What this task involves>
Where does the string "setLineDash" appear in the records? Copy each line that holds it.

Collected data>

***

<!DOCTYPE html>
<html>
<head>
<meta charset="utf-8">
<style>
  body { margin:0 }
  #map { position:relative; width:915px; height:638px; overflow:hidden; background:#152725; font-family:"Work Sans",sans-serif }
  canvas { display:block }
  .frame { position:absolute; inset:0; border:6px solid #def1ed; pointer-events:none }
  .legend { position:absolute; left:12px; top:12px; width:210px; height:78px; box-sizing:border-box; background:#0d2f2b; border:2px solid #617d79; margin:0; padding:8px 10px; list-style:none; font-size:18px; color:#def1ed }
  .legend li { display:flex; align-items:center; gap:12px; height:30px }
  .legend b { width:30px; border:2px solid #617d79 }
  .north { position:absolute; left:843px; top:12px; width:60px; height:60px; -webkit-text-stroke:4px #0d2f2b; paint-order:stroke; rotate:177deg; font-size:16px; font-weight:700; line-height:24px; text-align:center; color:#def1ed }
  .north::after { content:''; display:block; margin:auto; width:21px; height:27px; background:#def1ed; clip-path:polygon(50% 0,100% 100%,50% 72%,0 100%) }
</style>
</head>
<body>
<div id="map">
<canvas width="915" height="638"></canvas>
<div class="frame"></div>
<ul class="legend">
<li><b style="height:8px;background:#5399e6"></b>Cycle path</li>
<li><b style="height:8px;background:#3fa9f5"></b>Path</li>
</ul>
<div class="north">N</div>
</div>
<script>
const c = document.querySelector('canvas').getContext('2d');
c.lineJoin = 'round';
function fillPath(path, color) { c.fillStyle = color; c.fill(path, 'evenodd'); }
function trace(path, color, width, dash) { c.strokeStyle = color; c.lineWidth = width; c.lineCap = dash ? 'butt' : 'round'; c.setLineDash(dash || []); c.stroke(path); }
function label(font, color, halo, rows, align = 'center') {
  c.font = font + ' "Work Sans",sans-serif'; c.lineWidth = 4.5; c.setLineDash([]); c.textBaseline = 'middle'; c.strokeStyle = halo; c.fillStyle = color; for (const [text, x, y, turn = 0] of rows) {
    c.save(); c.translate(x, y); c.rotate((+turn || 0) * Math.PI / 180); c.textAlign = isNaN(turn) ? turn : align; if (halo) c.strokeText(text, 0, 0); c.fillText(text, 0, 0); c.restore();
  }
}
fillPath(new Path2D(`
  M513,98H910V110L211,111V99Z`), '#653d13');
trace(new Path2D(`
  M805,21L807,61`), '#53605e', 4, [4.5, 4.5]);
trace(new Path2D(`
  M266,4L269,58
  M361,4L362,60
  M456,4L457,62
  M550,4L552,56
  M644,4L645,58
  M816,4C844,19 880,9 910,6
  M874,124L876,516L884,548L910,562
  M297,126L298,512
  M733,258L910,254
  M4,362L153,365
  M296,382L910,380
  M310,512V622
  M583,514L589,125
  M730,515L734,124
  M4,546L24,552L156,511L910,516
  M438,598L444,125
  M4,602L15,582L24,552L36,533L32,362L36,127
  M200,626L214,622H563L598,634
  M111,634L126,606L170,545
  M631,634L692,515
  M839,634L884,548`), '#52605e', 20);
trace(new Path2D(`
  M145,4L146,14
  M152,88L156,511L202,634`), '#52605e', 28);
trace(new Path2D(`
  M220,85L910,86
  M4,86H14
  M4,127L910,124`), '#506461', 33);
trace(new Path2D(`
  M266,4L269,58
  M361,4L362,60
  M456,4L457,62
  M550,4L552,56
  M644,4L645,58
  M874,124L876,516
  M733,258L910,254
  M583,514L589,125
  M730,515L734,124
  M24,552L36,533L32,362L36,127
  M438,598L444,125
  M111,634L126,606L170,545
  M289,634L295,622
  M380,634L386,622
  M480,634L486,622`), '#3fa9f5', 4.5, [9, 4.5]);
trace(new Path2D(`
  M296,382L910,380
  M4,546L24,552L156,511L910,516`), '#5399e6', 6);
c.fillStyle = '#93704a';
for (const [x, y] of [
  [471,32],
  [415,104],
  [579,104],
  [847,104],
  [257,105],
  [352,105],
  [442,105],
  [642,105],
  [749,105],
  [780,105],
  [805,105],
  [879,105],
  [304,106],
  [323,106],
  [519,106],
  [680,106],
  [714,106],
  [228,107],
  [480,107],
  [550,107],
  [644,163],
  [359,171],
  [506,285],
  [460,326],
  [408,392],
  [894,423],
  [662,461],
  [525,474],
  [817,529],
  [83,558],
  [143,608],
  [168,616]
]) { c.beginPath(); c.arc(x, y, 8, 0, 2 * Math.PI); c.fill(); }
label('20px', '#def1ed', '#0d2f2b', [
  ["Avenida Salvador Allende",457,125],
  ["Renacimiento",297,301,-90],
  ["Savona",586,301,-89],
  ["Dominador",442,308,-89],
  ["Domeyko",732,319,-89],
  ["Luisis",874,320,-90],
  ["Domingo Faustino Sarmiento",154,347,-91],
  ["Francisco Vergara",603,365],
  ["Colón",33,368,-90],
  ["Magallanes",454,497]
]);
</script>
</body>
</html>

***

Answer section>
function trace(path, color, width, dash) { c.strokeStyle = color; c.lineWidth = width; c.lineCap = dash ? 'butt' : 'round'; c.setLineDash(dash || []); c.stroke(path); }
  c.font = font + ' "Work Sans",sans-serif'; c.lineWidth = 4.5; c.setLineDash([]); c.textBaseline = 'middle'; c.strokeStyle = halo; c.fillStyle = color; for (const [text, x, y, turn = 0] of rows) {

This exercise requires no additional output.